In less than three nearly wordless minutes, David F. Sandberg’s original short film, “Lights Out,” toys cleverly with one of the fundamental precepts of horror (and of being scared, period): That something out there, in the dark, is waiting to harm us. The hook of Sandberg’s short is that the threat moves in the shadows, attacking only when there’s no light source around it. In this scenario, pockets of illumination act like small islands in shark-infested waters — dip a toe in the current and it’s liable to get bitten off. Beyond the premise, what’s impressive about the short is Sandberg’s efficiency and wit as a shock artist, the way he’s able to establish the rules without exposition and deliver a couple of strong jolts before cutting to black.
Now, courtesy of producer James Wan (Saw, The Conjuring), Sandberg and his screenwriter, Eric Heisserer, have the difficult task of extending three minutes into 81 without exhausting a smart concept or losing the snap of a compact “Boo!” The brevity of the feature-length Lights Out helps enormously, because it carries the minimalist spirit of the short, refusing to overwork what’s essentially the horror equivalent of a one-joke comedy. On the other hand, the requisite expansion introduces a tortured, confusing story of mental illness and Hitchcockian doubles that Sandberg and Heisserer never straighten out satisfactorily. They’ve made a film that’s just sophisticated enough to wither under the scrutiny its psychodrama inspires.
The terrific opening sequence, set in a mannequin factory after dark, is a sustained mini-masterpiece of suspense, bringing back the actress (Lotta Losten, the director’s wife) from the short for what amounts to another standalone gem. It ends with the factory’s owner (Billy Burke) getting killed and news of his death reaching a family that isn’t as surprised to hear about it as you’d think. The victim’s stepdaughter, Rebecca (Teresa Palmer), has long since fled her dysfunctional family home, becoming so resistant to commitment that she refuses to allow her boyfriend Bret (Alexander DiPersia) to leave so much as a sock in her apartment. But Rebecca gets dragged back into the picture when reports of domestic disturbances at her mother’s house force her to take action.

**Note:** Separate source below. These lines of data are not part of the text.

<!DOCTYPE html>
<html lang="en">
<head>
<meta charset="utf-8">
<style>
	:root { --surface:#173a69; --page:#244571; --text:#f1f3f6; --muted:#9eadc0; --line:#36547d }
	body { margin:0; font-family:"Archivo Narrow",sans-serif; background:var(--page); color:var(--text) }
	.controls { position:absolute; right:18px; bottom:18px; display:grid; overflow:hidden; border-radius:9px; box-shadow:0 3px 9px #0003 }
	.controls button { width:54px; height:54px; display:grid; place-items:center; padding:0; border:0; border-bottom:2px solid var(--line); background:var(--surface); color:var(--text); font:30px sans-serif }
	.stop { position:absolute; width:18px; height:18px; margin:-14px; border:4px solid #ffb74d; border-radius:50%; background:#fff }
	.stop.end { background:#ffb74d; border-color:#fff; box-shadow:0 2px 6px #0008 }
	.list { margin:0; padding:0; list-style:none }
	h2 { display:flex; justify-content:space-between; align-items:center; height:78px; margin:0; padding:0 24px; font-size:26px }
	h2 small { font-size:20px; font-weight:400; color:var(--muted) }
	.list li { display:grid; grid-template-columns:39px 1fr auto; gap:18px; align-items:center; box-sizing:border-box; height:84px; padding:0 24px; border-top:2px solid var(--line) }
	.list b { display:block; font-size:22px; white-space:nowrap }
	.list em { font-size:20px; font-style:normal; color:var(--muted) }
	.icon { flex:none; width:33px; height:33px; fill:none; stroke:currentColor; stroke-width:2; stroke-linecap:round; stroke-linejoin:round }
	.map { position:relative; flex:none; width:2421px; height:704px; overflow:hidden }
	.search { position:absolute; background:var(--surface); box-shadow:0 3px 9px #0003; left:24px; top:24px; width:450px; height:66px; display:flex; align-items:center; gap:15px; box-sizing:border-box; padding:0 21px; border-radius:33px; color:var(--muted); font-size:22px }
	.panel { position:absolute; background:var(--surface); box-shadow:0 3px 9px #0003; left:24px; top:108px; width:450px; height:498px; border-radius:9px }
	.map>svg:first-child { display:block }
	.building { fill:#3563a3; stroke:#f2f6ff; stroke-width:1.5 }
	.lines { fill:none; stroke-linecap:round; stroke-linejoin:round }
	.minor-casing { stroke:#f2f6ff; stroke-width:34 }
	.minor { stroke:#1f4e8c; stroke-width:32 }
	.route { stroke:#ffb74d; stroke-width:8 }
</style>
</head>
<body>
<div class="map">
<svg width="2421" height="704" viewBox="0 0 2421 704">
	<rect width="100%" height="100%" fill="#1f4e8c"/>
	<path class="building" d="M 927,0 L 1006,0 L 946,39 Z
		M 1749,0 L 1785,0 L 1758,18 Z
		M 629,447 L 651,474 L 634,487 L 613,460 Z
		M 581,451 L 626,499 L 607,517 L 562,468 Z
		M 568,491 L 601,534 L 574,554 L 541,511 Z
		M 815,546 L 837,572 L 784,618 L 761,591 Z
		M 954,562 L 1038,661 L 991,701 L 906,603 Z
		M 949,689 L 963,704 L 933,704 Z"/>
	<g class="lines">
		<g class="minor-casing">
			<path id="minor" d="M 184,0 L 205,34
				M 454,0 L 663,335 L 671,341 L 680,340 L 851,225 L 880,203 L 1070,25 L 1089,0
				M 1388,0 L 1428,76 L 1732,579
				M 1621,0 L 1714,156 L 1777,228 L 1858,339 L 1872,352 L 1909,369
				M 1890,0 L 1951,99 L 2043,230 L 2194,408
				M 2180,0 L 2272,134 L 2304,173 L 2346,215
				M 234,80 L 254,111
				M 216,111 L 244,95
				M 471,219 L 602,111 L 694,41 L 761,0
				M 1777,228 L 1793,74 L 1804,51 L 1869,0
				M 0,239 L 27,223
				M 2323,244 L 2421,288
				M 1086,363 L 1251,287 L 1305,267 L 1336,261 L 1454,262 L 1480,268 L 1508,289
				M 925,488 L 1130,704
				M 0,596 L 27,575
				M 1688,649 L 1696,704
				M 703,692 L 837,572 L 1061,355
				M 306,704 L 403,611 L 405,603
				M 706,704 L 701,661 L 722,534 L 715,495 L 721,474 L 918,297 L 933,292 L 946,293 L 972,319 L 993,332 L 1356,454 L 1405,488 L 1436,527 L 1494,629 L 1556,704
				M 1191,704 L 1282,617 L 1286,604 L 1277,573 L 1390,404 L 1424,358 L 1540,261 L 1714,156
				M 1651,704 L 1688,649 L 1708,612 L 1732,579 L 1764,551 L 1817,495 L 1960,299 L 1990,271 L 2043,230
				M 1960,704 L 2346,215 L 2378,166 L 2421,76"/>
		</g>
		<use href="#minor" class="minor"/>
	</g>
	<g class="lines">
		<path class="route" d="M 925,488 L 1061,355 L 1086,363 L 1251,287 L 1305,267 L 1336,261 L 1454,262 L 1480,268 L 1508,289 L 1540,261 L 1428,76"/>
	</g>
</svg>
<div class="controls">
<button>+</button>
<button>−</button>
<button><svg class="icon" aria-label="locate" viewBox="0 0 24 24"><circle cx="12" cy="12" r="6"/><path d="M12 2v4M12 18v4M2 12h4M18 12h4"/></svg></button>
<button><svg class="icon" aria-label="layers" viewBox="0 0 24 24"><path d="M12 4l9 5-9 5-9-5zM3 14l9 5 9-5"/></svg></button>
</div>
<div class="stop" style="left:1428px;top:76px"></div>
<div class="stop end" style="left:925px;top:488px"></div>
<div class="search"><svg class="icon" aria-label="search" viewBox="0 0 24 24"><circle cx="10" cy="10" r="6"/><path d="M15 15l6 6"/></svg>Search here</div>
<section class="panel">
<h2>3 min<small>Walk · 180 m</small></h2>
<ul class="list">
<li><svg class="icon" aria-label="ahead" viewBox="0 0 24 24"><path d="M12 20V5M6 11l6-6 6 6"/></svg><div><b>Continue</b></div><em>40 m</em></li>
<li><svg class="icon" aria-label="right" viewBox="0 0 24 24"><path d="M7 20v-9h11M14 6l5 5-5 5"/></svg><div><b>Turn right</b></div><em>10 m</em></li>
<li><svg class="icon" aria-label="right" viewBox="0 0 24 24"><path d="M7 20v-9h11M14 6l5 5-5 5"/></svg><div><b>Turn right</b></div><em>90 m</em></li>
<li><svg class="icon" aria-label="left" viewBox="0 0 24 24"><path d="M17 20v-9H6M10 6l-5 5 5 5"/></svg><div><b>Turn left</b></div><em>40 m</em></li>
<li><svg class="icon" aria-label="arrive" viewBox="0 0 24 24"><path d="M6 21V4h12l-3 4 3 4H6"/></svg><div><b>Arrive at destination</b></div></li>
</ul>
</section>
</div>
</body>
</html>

Still reeling from the loss of her husband, Rebecca’s estranged mother Sophie (Maria Bello) has abandoned her anti-psychosis medication and left her grade-school-age son, Martin (Gabriel Bateman), to deal with the consequences. Rebecca intervenes after Martin complains of his mother’s imaginary (or not) friend “Diana,” whose predatory behavior has him sleeping with the lights on, if he’s able to sleep at all. Recalling her own childhood dealings with “Diana,” Rebecca first rescues her little brother from Sophie’s custody and then later moves into the family home to protect him and unmask the light-sensitive boogeywoman who’s been tormenting all of them.

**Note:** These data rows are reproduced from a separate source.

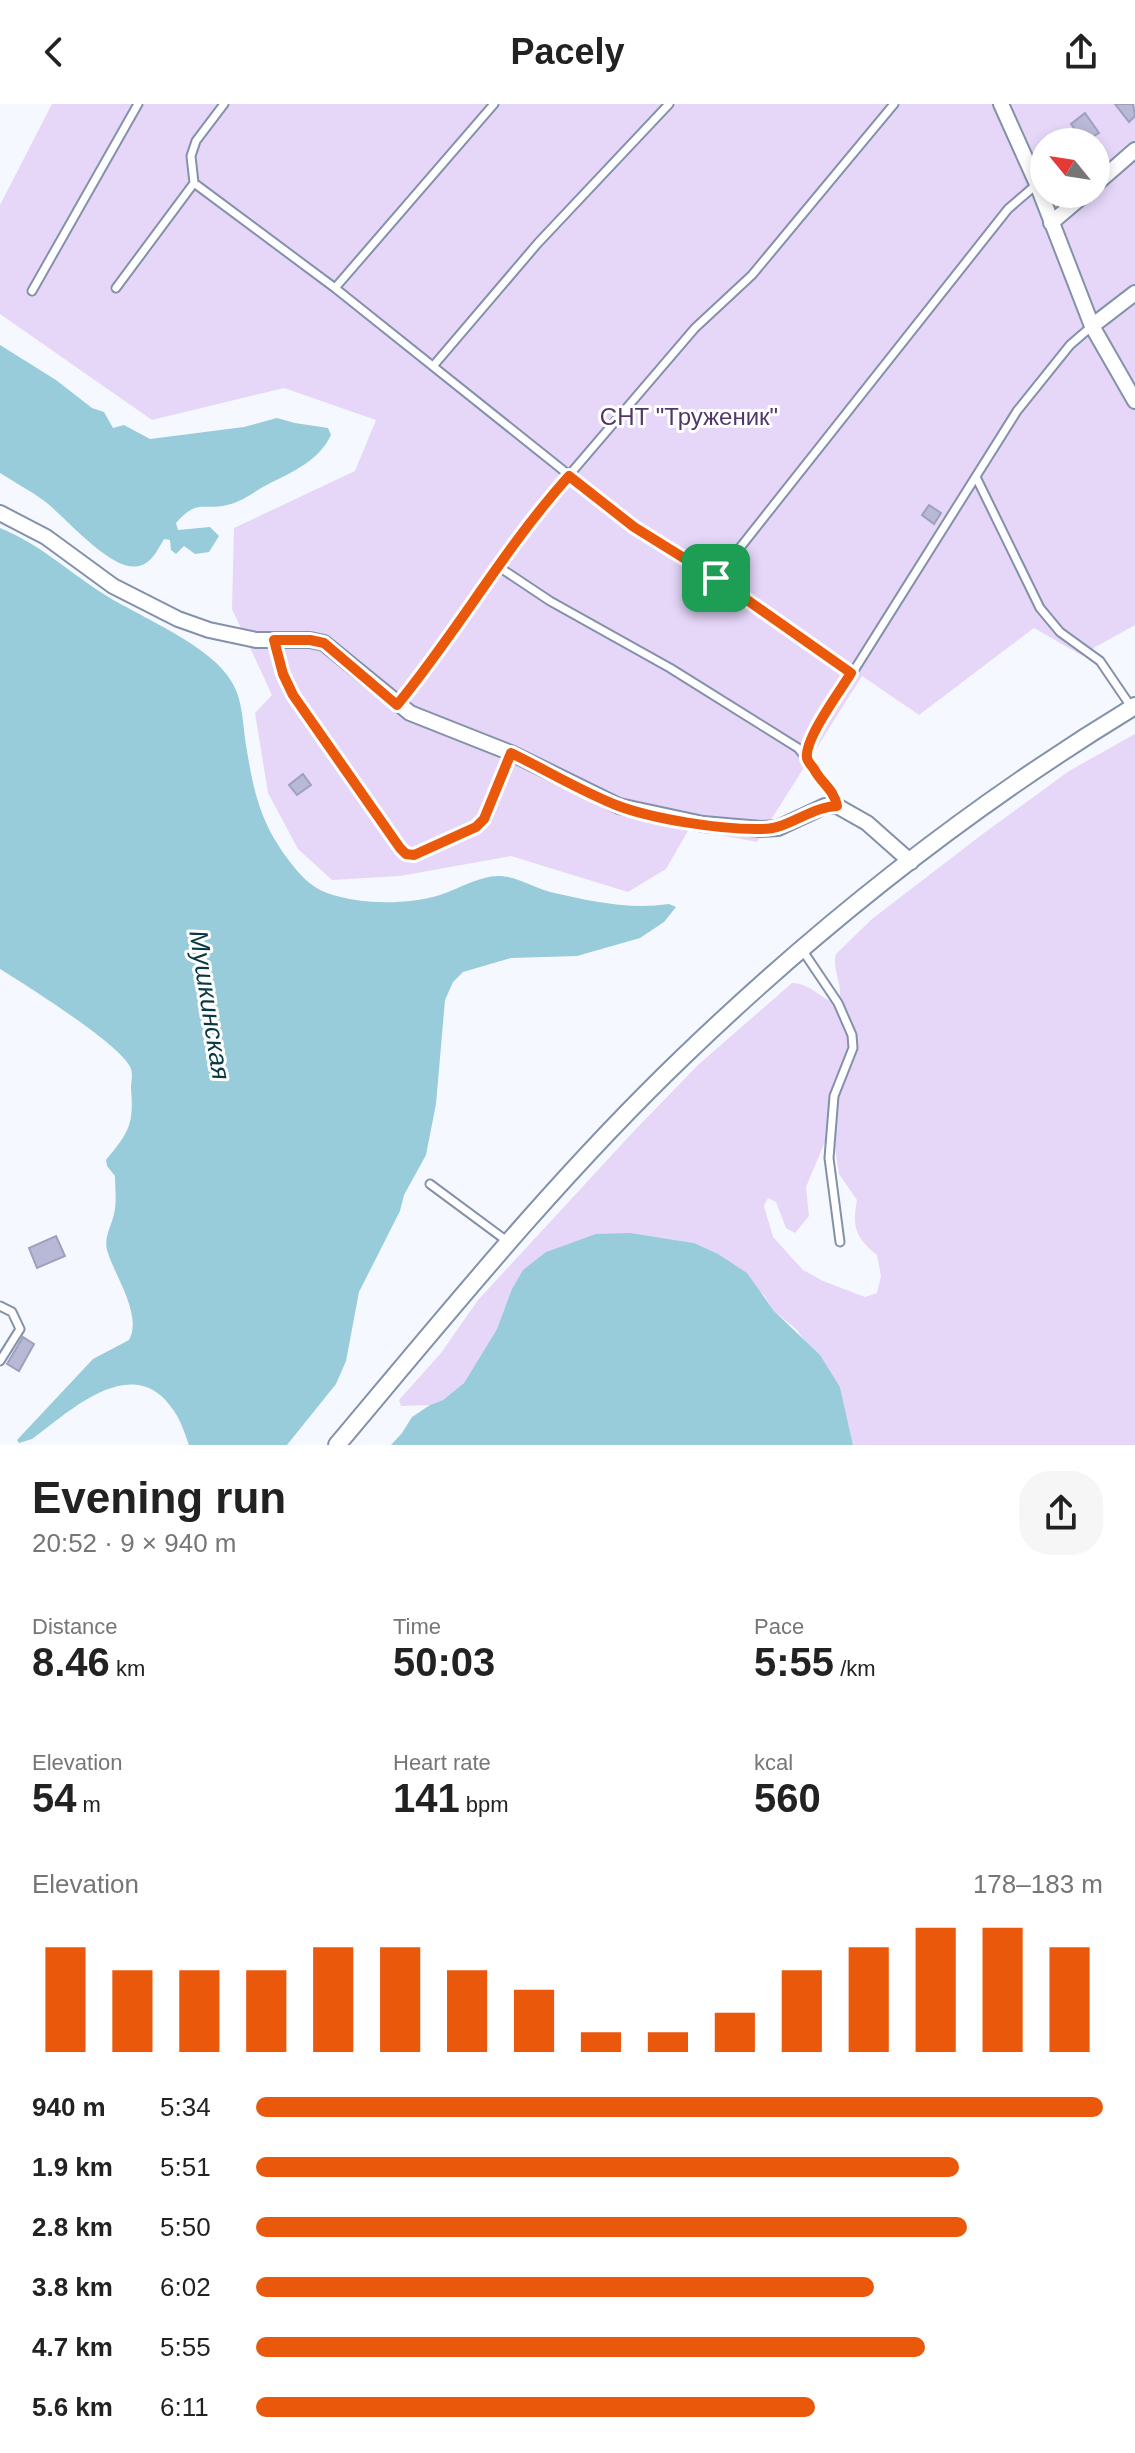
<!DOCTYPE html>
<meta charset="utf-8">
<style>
:root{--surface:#fff;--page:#f6f6f6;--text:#222;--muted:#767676;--accent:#ea580c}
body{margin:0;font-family:Arial,sans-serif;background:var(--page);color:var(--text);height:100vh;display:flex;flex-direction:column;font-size:30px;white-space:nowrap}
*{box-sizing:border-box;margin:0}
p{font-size:26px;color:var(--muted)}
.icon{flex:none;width:44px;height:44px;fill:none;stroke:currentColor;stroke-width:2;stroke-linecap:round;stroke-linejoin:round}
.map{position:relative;height:1341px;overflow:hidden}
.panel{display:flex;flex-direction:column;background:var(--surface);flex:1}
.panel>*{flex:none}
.needle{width:52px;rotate:300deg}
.buttons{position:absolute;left:1030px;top:24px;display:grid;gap:16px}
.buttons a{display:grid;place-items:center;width:80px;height:80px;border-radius:50%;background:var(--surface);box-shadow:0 4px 12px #0003;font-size:40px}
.pin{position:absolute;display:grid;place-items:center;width:68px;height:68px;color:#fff;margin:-34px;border-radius:16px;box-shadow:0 4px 12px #0006}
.round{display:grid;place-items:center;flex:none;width:84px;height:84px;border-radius:32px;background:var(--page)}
.headline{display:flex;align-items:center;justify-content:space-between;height:136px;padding:0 32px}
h1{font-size:44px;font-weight:600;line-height:60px}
.stats{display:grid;grid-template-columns:repeat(3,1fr);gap:12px;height:136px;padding:8px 32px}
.stats div{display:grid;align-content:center}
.stats b{font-size:40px;font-weight:600}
.stats small{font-size:22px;font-weight:400}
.stats p{font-size:22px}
.chart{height:224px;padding:16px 32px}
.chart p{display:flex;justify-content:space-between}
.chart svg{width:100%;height:144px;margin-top:8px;stroke:var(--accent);stroke-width:6}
ul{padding:0 32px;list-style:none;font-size:26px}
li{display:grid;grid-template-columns:128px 96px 1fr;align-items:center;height:60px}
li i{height:20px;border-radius:10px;background:var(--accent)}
header{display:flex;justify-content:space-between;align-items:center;height:104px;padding:0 32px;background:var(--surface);font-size:36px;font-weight:600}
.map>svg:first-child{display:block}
.green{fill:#e6d7f9;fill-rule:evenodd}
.water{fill:#98ccdb}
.building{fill:#b8b9d6;stroke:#9fa0bc;stroke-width:2}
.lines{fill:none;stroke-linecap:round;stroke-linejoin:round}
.service-casing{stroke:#8391aa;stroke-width:11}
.minor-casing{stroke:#8391aa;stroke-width:18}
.tertiary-casing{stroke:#8391aa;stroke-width:20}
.service{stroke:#fff;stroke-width:7}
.minor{stroke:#fff;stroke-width:14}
.tertiary{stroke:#fff;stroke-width:16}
.route-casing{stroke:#fff;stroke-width:16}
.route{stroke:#ea580c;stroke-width:10}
.labels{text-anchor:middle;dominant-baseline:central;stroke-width:6;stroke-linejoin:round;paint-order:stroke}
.park-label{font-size:24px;fill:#50376a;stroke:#fff}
.water-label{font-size:26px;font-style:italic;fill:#073944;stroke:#fff}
</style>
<header><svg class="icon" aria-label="back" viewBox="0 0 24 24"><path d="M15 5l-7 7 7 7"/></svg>Pacely<svg class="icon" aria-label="share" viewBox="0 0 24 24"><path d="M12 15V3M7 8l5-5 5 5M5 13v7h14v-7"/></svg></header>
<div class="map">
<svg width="1135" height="1341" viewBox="0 0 1135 1341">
<rect width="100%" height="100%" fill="#f5f8fe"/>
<path class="green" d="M52,0h1083v521l-54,30 -47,-27 -115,87 -57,-39 -105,166 -68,-13 -23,40 -38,23 -117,-36 -111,20 -68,4 -34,-31 -30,-56 -13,-80 17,-18 -40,-86 2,-81 121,-57 21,-51 -92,-32 -132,32 -152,-106v-109zM1044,38h52v52h-52z
M1135,630v711h-282l-13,-58 -44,-58 -22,-18 -10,-16 -70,-52 -63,-10 -62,11 -23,8 -35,39 -14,38 -33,54 -21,17 -13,5 -29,1 -2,-6 42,-47 37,-53 156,-169 65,-67 93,-81c22,1 29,18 46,20 7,-17 -7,-33 -2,-49l36,-35 112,-86 85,-62zM827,1033l7,5 5,32 18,26c-5,26 -2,37 20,55l4,21 -4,17 -12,4 -42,-16 -20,-11 -30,-33 -9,-31 4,-8 8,4 10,26 9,5 14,-17 -3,-29z"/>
<path class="water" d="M0,241l56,35 36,28 12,4 9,16 11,-3 26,14 94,-12 33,-9 18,5 33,5 3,7c-13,28 -44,39 -70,53 -11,7 -21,14 -34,17 -24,6 -29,-7 -51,18l2,7 32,-3 9,9 -10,16 -14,2 -11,-8 -8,8 -5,-4 -1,-10 -6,-1c-6,10 -12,24 -25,27 -28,7 -75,-51 -96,-66 -14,-10 -29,-18 -43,-27z
M0,424c38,15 68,43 102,65 37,24 113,53 132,93 8,15 9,37 11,53 8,50 14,83 45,123 10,13 21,25 37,31 34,12 79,12 113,2 18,-6 40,-19 58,-19 18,0 34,11 52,16 39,9 79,18 119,12l7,3 -12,15 -24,16 -63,18 -66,2 -48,14 -10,10 -8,18 -9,104 -10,51 -22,40 -4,16 -41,81 -13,69 -10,23 -49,61h-98c-4,-11 -8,-24 -15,-34 -40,-62 -104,0 -142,28l-13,4 -2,-3 76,-81 36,-19c14,-25 -15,-65 -22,-90 -3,-13 4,-23 7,-36 3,-12 1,-26 1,-38l-8,-10 -1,-6c23,-28 28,-35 25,-72 0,-6 2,-13 0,-19 -6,-22 -107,-85 -131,-100z
M631,1129l63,10 24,11 29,19 27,38 46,44 20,32 13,58h-462l11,-12 10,-16 18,-12 13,-5 21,-17 33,-54 14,-38 12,-21 23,-18 50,-18z"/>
<path class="building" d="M1115,0h18l2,12 -6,6z
M1085,9l14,20 -15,9 -13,-18z
M929,401l12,8 -7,11 -12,-9z
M303,670l8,11 -14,10 -8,-10z
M56,1132l9,20 -28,12 -8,-20z
M23,1233l11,7 -15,27 -12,-7z"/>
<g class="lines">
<g class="service-casing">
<path id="service" d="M194,79l-3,-27 5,-15 28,-37
M116,184l78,-105 141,105 299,239 82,51 135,95
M335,184l159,-184
M32,187l106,-187
M434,261l104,-122 131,-139
M976,373l64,131 20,24 40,29 32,47
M499,463l51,34 120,67 128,80 34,42 5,16
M716,474l292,-369 29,-25
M274,536l9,34 10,21 113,159 8,1 62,-28 8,-8 27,-66
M397,601l132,-183 166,-194 57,-53 142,-171
M807,654l2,-13 7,-14 201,-320 53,-66 22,-19
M803,847l35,52 14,32 1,13 -19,48 -5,62 11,84
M430,1080l77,57
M0,1202l12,6 8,17 -20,32"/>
</g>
<g class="minor-casing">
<path id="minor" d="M1001,0l36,80 55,142 43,75
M1096,80l39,-34
M1051,119l34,-29
M1092,222l43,-33
M0,409l46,24 67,49 65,33 31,11 47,10h54l14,3 86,70 101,40 108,53 84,18 58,5 17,-1 47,-22h12l30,17 44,39"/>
</g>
<g class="tertiary-casing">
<path id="tertiary" d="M337,1341c111,-132 221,-268 346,-388 137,-132 289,-252 452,-351"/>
</g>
<use href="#service" class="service"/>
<use href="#minor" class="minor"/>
<use href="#tertiary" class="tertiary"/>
</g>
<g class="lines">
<g class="route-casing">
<path id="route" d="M569,372l65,51 82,51 135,95c-10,17 -47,66 -44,85 1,4 4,7 7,11 7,14 20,20 23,37 -27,1 -48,23 -75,23 -40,1 -110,-10 -146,-24 -37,-15 -70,-35 -105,-52l-27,66 -8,8 -62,28 -8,-1 -6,-6 -107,-153 -10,-21 -9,-34h36l14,3 73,62c61,-74 108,-158 172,-229z"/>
</g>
<use href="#route" class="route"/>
</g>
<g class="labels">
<g class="park-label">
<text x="689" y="312">СНТ "Труженик"</text>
</g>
<g class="water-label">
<text transform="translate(210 901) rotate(81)">Мушкинская</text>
</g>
</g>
</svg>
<div class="buttons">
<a><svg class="needle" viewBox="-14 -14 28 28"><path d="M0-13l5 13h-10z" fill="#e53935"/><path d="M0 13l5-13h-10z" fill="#767676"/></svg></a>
</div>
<div class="pin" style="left:716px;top:474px;background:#1e9e55"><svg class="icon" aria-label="arrive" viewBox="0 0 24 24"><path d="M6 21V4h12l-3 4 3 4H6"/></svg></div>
</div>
<section class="panel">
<div class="headline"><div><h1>Evening run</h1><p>20:52 · 9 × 940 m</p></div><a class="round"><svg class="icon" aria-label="share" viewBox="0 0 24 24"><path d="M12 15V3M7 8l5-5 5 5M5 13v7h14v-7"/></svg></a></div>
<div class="stats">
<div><p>Distance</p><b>8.46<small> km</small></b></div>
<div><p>Time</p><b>50:03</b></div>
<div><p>Pace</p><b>5:55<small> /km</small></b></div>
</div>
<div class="stats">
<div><p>Elevation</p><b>54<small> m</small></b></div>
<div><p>Heart rate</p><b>141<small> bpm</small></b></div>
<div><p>kcal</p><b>560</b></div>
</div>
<div class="chart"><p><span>Elevation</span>178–183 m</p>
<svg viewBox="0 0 160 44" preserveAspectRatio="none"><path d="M5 44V12M15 44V19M25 44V19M35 44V19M45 44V12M55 44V12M65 44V19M75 44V25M85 44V38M95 44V38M105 44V32M115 44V19M125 44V12M135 44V6M145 44V6M155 44V12"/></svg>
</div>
<ul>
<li><b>940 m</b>5:34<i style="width:100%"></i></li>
<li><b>1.9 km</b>5:51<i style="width:83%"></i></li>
<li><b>2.8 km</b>5:50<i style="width:84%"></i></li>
<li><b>3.8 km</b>6:02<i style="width:73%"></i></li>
<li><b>4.7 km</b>5:55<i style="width:79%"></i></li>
<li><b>5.6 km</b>6:11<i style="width:66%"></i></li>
</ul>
</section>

So what is this threat? Is it real or imagined? Alive or dead? Separate from Sophie’s mental illness or a nasty manifestation of it? Lights Out doesn’t answer those questions as clearly as it might, which is both hugely disappointing and something of a relief, given the sinister implications about the clinically depressed. It also reduces Bello, by far the most accomplished and compelling actor in the cast, to a supporting role, yielding the floor to the stock types fleeing “Diana” rather then going deeper with the one character who knows the monster intimately. A scene where a half-crazed, bleary-eyed Sophie hosts a “movie night” to appease her rattled son glimpses the better road not taken.
As a scare machine, however, Lights Out works like gangbusters, especially once all the main characters are gathered under one roof. Sandberg works wonders with dodgy sources of light — flickering bulbs, candles, a hand-cranked flashlight, a “black light” — that alternately spare them and leave them exposed to the monstrous shadow-figure that’s in relentless pursuit. Horror films makes us wonder what’s lurking in the dark, but Lights Out goes a step further by making the dark itself a predatory beast, weakened by illumination. There’s an almost Biblical metaphor here about the fight between good and evil — the light of decency and truth dispelling the dark forces of wickedness and sin — but the film abandons it along with the other themes that go underexposed. Fittingly, the fear doesn’t linger once the house lights go up.